Menulis (3.5): Mengembangkan Ide

Ersis Warmasyah Abbas

TIAP hari ide menyapa. Apabila pikiran masih mampu beroperasi, alat indra masih berfungsi, perasaan masih normal, tentunya. Kekurangan ide sesuatu yang tidak mungkin. Banyak orang disapa ide yang adakalanya minta ‘dilayani’, dipaksa ide. Desakan ide, dalam kerangka menulis, bisa bikin pusing. Apalagi, kalau tidak mampu me-manage-nya. Puizzzing.

Pada bagian terdahulu didiskusikan bagaimana memilih ide, yaitu yang paling mungkin dikembangkan, mengenai apa-apa yang paling ‘dekat’, yang dikuasai. Pantikan ide menulis novel lebih hebat dari Habiburrahman El Shirazy tentu bagus, hanya saja, ukurlah bayang-bayang diri. Tidak semua ide pantas dilayani, dikembangkan.

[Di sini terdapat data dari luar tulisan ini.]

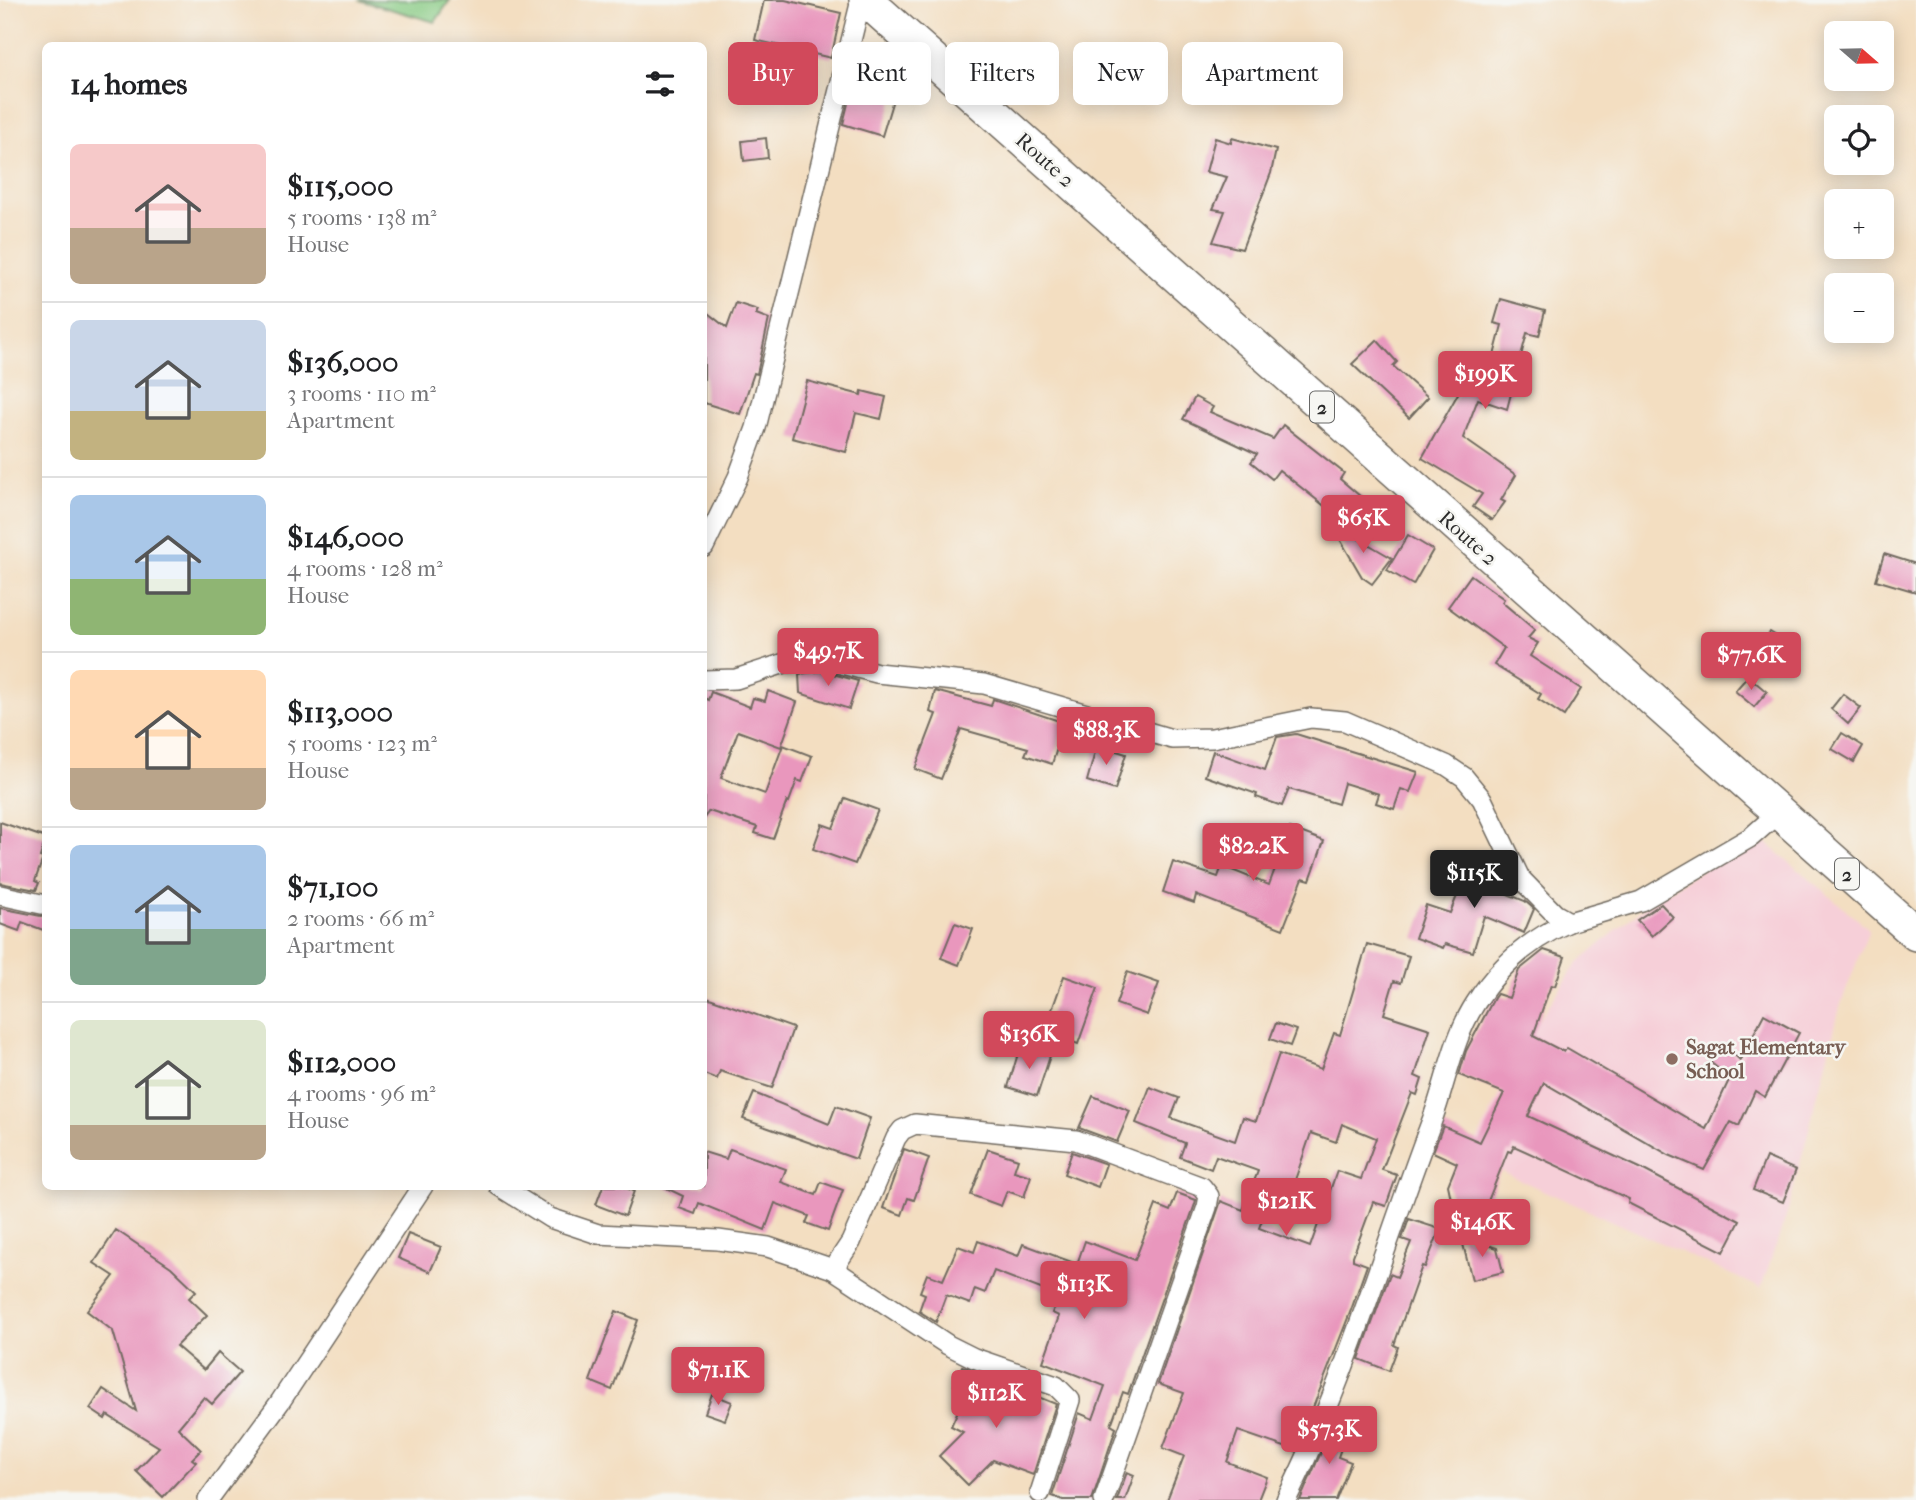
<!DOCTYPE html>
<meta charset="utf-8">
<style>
:root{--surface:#fff;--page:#f2f2f2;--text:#202124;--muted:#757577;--line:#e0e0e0;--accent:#d1495b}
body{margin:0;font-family:"IM FELL French Canon",serif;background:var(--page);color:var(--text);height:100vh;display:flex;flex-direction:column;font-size:26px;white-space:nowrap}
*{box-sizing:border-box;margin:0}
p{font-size:23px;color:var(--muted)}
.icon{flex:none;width:38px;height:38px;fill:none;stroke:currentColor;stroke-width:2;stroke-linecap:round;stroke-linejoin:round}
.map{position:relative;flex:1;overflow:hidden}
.side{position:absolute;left:42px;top:42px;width:665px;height:1148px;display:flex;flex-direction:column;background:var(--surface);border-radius:10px;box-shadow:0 4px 18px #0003}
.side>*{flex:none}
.top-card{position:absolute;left:728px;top:42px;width:665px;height:63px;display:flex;gap:14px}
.needle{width:46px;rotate:110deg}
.fabs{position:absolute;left:1824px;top:21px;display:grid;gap:14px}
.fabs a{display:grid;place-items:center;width:70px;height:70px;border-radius:10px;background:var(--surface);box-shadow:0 4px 18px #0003;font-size:35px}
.price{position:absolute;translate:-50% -60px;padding:0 16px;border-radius:7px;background:var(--accent);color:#fff;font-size:23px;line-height:46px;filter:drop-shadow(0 2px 4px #0008)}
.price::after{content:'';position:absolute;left:50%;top:42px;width:21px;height:16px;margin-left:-10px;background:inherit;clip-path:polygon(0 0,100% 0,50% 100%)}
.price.current{background:#222;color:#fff}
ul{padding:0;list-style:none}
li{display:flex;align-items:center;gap:21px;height:175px;padding:0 28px}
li+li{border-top:2px solid var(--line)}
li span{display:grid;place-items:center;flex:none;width:196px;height:140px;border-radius:10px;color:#555}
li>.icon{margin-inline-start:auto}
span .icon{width:84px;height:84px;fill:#fffc;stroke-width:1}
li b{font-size:30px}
h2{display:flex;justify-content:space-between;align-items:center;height:84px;padding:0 28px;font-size:30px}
.chip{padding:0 24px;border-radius:10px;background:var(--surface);box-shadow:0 4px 18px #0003;font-size:24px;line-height:63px}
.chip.current{background:var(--accent);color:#fff}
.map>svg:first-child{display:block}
</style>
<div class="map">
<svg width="1916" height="1500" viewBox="0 0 1916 1500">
<rect width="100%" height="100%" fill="#f6f6f2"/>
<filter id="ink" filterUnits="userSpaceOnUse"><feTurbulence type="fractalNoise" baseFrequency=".0143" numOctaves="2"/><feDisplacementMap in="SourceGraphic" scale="14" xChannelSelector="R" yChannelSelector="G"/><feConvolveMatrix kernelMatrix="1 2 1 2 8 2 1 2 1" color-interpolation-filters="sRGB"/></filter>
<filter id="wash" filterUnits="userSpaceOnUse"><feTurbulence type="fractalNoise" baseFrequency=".00686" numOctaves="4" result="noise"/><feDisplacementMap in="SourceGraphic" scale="28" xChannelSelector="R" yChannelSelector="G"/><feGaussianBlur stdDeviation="1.57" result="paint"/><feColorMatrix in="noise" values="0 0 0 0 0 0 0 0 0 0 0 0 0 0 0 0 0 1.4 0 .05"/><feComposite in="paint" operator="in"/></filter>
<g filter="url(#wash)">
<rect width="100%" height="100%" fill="#f3dec1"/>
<polygon fill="#f6cfd8" points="1763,840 1869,929 1840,1007 1788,1211 1761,1288 1469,1157 1532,1030 1577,964 1645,906 1702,870"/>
<polygon fill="#88cb84" stroke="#5a7b58" stroke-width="2" points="359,0 450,0 435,22"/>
<g id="blocks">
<g fill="#e997bd" fill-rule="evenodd">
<polygon points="764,0 785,0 841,13 831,58 755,40"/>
<polygon points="856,71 898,83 882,136 843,124"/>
<polygon points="766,138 768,158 744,161 742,141"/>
<polygon points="1215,138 1231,143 1232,138 1276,150 1271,173 1242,249 1213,242 1225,211 1213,209 1227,177 1206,172"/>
<polygon points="1501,299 1545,311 1539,336 1527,333 1507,409 1478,399 1463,438 1516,475 1501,500 1505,502 1492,520 1473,507 1482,494 1422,458 1474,365 1490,371 1502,325 1494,323"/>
<polygon points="736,303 758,310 756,314 769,319 757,374 754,373 740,414 704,403 704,310 727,328"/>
<polygon points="1377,340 1397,362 1393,366 1428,397 1409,418 1352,364"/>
<polygon points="807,381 861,395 862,391 886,397 881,419 856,413 846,452 792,438"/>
<polygon points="1195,397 1213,407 1210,412 1273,439 1283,425 1344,473 1340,479 1374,508 1356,531 1279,470 1272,479 1251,462 1257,454 1183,419"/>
<polygon points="1330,522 1392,558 1372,584 1362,577"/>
<polygon points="1408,535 1433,550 1413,585 1387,570"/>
<polygon points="1884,554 1916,564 1916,592 1876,580"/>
<polygon points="1471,575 1504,599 1502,602 1535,630 1528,638 1538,643 1530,656 1581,689 1564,716 1538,699 1541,694 1494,665 1504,648 1448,607"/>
<polygon points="1770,632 1791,645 1780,662 1759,649"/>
<polygon points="822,671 858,681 849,709 800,693 799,674"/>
<polygon points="1748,676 1767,692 1754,707 1735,691"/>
<polygon points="768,691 797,702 781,747 738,731 721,778 765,794 783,745 812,756 802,782 797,780 789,802 787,801 773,839 755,833 757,827 709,811 704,818 704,698 708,700 711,692 750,707 753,698 765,701"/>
<polygon points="935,691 991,706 993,699 1065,723 1052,764 1025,755 1028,748 961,729 941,779 915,769 936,714 930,712"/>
<polygon points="1843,694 1861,708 1848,724 1831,709"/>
<polygon points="1842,733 1863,746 1854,762 1832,749"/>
<polygon points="1296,734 1418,772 1410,792 1401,789 1394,809 1376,803 1379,794 1344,783 1338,804 1289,789 1282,806 1256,797 1257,794 1205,776 1213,751 1265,770 1277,737"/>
<polygon points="1097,745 1126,754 1115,790 1087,781"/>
<polygon points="845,798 878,810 855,864 813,849 822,824 833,828"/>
<polygon points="0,822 46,838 40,857 43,858 35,881 39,883 36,890 0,883"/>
<polygon points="1290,828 1324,841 1310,880 1303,878 1283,929 1196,895 1194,903 1163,892 1173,862 1218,877 1222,866 1269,885"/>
<polygon points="1473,857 1502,868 1495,889 1525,901 1534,909 1524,933 1484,916 1473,952 1445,944 1443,948 1415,938 1426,905 1450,913"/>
<polygon points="1661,904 1673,917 1652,936 1637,920"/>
<polygon points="0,908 46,917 46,931 22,922 19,931 0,924"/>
<polygon points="955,923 973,929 959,965 941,958"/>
<path d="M 1367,944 L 1409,956 L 1401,983 L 1394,981 L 1384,1014 L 1430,1029 L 1415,1076 L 1422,1079 L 1417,1095 L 1412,1093 L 1382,1170 L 1397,1175 L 1386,1206 L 1373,1202 L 1353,1256 L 1353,1260 L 1367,1265 L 1351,1310 L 1296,1451 L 1238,1431 L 1227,1462 L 1267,1477 L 1258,1500 L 1167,1500 L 1184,1456 L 1163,1448 L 1184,1393 L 1158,1384 L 1221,1201 L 1243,1210 L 1258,1171 L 1216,1156 L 1211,1169 L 1180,1157 L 1185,1143 L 1136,1123 L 1150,1087 L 1179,1098 L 1171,1118 L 1235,1141 L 1243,1117 L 1256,1121 L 1279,1054 L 1321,1069 L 1334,1033 L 1340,1035 ZM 1342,1124 L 1376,1138 L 1361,1179 L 1337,1171 L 1310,1247 L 1259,1228 L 1274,1189 L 1282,1192 L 1286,1180 L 1294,1183 L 1311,1133 L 1336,1142 Z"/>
<polygon points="1544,950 1565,957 1555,986 1551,985 1533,1036 1564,1052 1567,1048 1706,1129 1730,1078 1710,1062 1725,1046 1740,1060 1764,1014 1799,1033 1765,1097 1755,1091 1739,1126 1731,1122 1704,1170 1669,1155 1544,1083 1528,1116 1640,1168 1740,1221 1724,1252 1628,1203 1629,1199 1514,1146 1511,1152 1508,1151 1484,1211 1451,1199 1448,1185 1457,1163 1433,1152 1443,1126 1480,1142 1504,1093 1459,1075 1466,1051 1494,998 1497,994 1509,998 1519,970"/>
<polygon points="1127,972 1159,983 1147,1015 1116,1004"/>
<polygon points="1064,976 1098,988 1078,1044 1044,1032"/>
<polygon points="704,996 793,1028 772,1088 720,1071 717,1079 704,1074"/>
<polygon points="1276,1023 1296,1030 1290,1046 1270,1039"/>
<polygon points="1020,1047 1050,1056 1037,1096 1008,1087"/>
<polygon points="754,1093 829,1124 836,1106 870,1118 856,1159 743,1119"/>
<polygon points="1093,1096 1130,1111 1117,1142 1079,1128"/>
<polygon points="730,1149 786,1169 781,1182 816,1195 821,1182 843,1190 828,1231 806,1223 809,1216 775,1203 765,1230 699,1203 695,1214 679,1208 683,1196 662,1186 704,1186 704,1152 726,1159"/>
<polygon points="904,1149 929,1158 914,1200 908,1198 902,1215 883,1208"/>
<polygon points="988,1149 1018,1159 1014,1171 1031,1176 1024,1197 1007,1191 1001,1206 971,1195"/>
<polygon points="1072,1152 1106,1164 1098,1187 1064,1174"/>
<polygon points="1766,1157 1796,1170 1783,1202 1753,1190"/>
<polygon points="603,1186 621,1186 634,1191 625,1216 596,1205"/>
<polygon points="1177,1193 1196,1200 1195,1204 1128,1394 1123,1392 1111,1425 1116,1428 1092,1500 1063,1500 1052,1496 1079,1413 1093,1419 1105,1386 1043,1362 1059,1316 1052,1313 1059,1296 994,1271 985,1293 975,1289 970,1304 946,1295 936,1322 919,1311 925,1294 920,1292 927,1274 943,1280 958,1246 974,1252 978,1241 1018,1256 1023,1244 1077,1264 1085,1241 1135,1260 1156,1205 1170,1211"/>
<polygon points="1409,1219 1440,1229 1425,1267 1422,1266 1394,1345 1398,1347 1389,1371 1359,1359 1390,1274 1397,1277 1411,1242 1402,1239"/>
<polygon points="116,1230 171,1267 196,1291 189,1298 207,1315 176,1346 204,1370 218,1353 240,1372 212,1404 204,1397 178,1428 201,1450 192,1459 196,1462 163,1497 136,1471 159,1447 107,1415 105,1419 90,1409 103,1389 136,1411 113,1331 87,1311 114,1276 94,1263"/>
<polygon points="408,1234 441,1247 430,1272 398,1258"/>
<polygon points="1461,1236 1497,1248 1503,1272 1472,1280"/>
<polygon points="616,1311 638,1320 612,1390 590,1381"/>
<polygon points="962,1366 986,1375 981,1387 1016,1404 1036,1396 1056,1404 1033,1475 993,1460 968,1485 939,1456 963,1432 951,1426 967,1391 954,1385"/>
<polygon points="712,1394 732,1402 725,1420 705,1413"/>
<polygon points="1337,1416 1351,1421 1338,1457 1351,1462 1336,1500 1300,1500"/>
<polygon points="1127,1472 1134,1475 1125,1500 1117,1500"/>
</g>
</g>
</g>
<g filter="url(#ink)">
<use href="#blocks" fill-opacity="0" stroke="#716a60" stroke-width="2"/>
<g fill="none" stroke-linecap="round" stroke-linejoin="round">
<defs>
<g id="street">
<polyline points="704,547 738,477 756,428 861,0"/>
<polyline points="704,680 736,679 785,663 823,659 877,673 984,684 1172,739 1212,738 1311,718 1345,721 1446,765 1464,777 1482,799 1520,878 1555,914 1569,922 1641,901 1751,837 1777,814"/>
<polyline points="0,895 46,905"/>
<polyline points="499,1186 550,1218 598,1234 718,1240 768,1247 833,1269 948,1345 974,1358 1056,1386 1070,1400 1040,1493"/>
<polyline points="833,1269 851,1242 896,1138 902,1130 915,1124 1076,1140 1202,1187 1209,1196 1207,1207 1104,1500"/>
<polyline points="208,1500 280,1402 423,1186"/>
<path d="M 1286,1500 C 1346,1380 1383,1249 1431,1123 C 1446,1084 1452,1040 1475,1004 C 1498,967 1530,939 1569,922"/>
</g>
<polyline id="highway" points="866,0 1916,934"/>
</defs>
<use href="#street" stroke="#716a60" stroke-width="22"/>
<use href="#highway" stroke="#716a60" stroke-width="36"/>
<use href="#street" stroke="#fff" stroke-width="19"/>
<use href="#highway" stroke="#fff" stroke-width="33"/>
</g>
</g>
<circle fill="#8d6e63" stroke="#f6f6f2" stroke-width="2.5" cx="1672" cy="1059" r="7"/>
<g text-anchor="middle" stroke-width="5" stroke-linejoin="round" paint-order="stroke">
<g fill="#f6f6f2" stroke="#686867" stroke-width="2">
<rect x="1310" y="391.5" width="24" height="31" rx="5"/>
<rect x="1835" y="858.5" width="24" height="31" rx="5"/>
</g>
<g font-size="19" font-weight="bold" fill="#2b2b2b">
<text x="1322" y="414">2</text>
<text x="1847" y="881">2</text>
</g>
<g font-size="21" fill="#2b2b2b" stroke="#f6f6f2">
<text transform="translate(1045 160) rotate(42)" y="7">Route 2</text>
<text transform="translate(1468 538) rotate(42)" y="7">Route 2</text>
</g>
<g font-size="21" font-weight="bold" fill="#785e54" stroke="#f6f6f2" text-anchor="start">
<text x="1686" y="1054">Sagat Elementary<tspan x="1686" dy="24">School</tspan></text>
</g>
</g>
</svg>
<div class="fabs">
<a><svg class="needle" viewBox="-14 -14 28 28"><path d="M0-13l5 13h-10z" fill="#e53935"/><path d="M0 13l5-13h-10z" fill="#757577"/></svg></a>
<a><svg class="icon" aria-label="locate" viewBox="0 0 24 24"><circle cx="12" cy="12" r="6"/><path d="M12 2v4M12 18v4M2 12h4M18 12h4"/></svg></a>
<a>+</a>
<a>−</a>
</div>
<b class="price" style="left:1485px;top:411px">$199K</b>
<b class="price" style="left:1363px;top:555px">$65K</b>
<b class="price" style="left:828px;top:688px">$49.7K</b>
<b class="price" style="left:1751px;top:692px">$77.6K</b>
<b class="price" style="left:1106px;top:767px">$88.3K</b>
<b class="price" style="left:1253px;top:883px">$82.2K</b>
<b class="price current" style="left:1474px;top:910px">$115K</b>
<b class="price" style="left:1029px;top:1071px">$136K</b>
<b class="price" style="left:1286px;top:1238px">$121K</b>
<b class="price" style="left:1482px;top:1259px">$146K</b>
<b class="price" style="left:1084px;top:1321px">$113K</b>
<b class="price" style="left:718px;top:1407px">$71.1K</b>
<b class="price" style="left:996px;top:1430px">$112K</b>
<b class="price" style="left:1329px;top:1466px">$57.3K</b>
<div class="top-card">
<a class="chip current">Buy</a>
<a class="chip">Rent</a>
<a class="chip">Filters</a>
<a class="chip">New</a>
<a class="chip">Apartment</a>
</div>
<section class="side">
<h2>14 homes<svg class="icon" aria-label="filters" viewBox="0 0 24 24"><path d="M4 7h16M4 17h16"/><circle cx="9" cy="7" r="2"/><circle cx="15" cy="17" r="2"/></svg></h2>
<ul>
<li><span style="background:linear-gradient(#f6c9c9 60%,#b9a48a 0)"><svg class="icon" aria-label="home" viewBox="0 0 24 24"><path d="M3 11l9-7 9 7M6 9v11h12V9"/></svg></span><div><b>$115,000</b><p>5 rooms · 138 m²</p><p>House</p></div></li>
<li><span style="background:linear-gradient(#c9d6e8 65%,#c2b280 0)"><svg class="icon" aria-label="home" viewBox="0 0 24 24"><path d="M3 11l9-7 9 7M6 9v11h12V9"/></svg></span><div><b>$136,000</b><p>3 rooms · 110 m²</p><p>Apartment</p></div></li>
<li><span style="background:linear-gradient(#a9c7e8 60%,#8fb573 0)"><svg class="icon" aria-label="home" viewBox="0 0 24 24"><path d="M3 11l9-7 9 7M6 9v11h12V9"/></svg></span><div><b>$146,000</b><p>4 rooms · 128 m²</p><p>House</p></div></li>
<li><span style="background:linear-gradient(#ffd9b3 70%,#b9a48a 0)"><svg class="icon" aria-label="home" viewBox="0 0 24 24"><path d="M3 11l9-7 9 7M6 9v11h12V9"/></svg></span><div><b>$113,000</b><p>5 rooms · 123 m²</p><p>House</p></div></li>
<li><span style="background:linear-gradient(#a9c7e8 60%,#7fa58c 0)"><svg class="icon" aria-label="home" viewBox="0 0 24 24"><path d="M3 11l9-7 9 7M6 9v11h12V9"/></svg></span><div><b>$71,100</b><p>2 rooms · 66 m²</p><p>Apartment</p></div></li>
<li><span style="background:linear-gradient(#dfe7d0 75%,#b9a48a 0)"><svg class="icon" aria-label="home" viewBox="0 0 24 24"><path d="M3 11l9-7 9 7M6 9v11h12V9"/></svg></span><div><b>$112,000</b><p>4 rooms · 96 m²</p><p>House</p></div></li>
</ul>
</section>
</div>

Begini. Saya bukanlah pengangguran dalam arti mempunyai banyak waktu luang. Apalagi, saat ini sedang mengikuti program Doktoral. Saya ingin, berkemauan, punya ide menulis buku. Tapi, tidak mungkin meluangkan waktu khusus menulis buku.

Sebelum kuliah, mengampu beberapa mata kuliah di kampus. Kalau pengeluh, apalagi ditambah tugas kampus lainnya, membuat pusing. Mana pula, memelihara 20 kolam ikan, menerbitkan Bandjarbaoe Post, kontrak kerja sama penelitian, dan pekerjaan rutin lainnya. Memiliki keluarga yang menjadi tanggung jawab. Melayani tugas sampingan menghadiri undangan sebagai pemakalah, pelatihan menulis, dan sebagainya, kiranya tidak punya waktu. Lalu?

Belajar mendisain buku, program PageMaker dan InDesign. Menulis pada pola buku, lalu diposting atau dikirim ke media cetak. Tulisan siap menjadi bagian buku.

Begitulah. Menjelang mandi, di sela-sela kuliah, sembari mengikuti seminar, atau di pesawat, menulis. Menulis dengan patokan, harus selesai. Tidak ada istilah, separoh selesai. Kalau tidak selesai, lupakan. Delete. Bagi saya, menulis harus waktu khusus, menunggu mood, in the mood, tidak cocok, pembodohan. Makanya, tulisan Ersis ngak mutu. Ah, biar saja. Wong mutu saya, ya segitu itu. Emang masalah buat loe?

Ide menulis buku dikembangkan berdasar pemahaman kondisi real, tidak diandai-andaikan, tidak diangan-angankan, hingga tidak ada istilah seandainya. Yang pasti-pasti saja. Dan, tidak berkonsultasi dengan siapa pun. Tugas pokok kewajiban, menulis tambahan.

Sehari minimal satu tulisan. Realisasinya bisa beberapa tulisan. Begitu sampai 30 tulisan buat daftar isi, kata pengantar, kirim ke penerbit. Ide menyata, menjadi buku. Kalau diikuti Teori Kuno, harus membaca sekian referensi, ‘menyogok’ mood, berkonsultasi agar isi buku hebat, dan bla-bala, ya tidak mungkin. Tidak mungkin ide menulis buku terealisasikan.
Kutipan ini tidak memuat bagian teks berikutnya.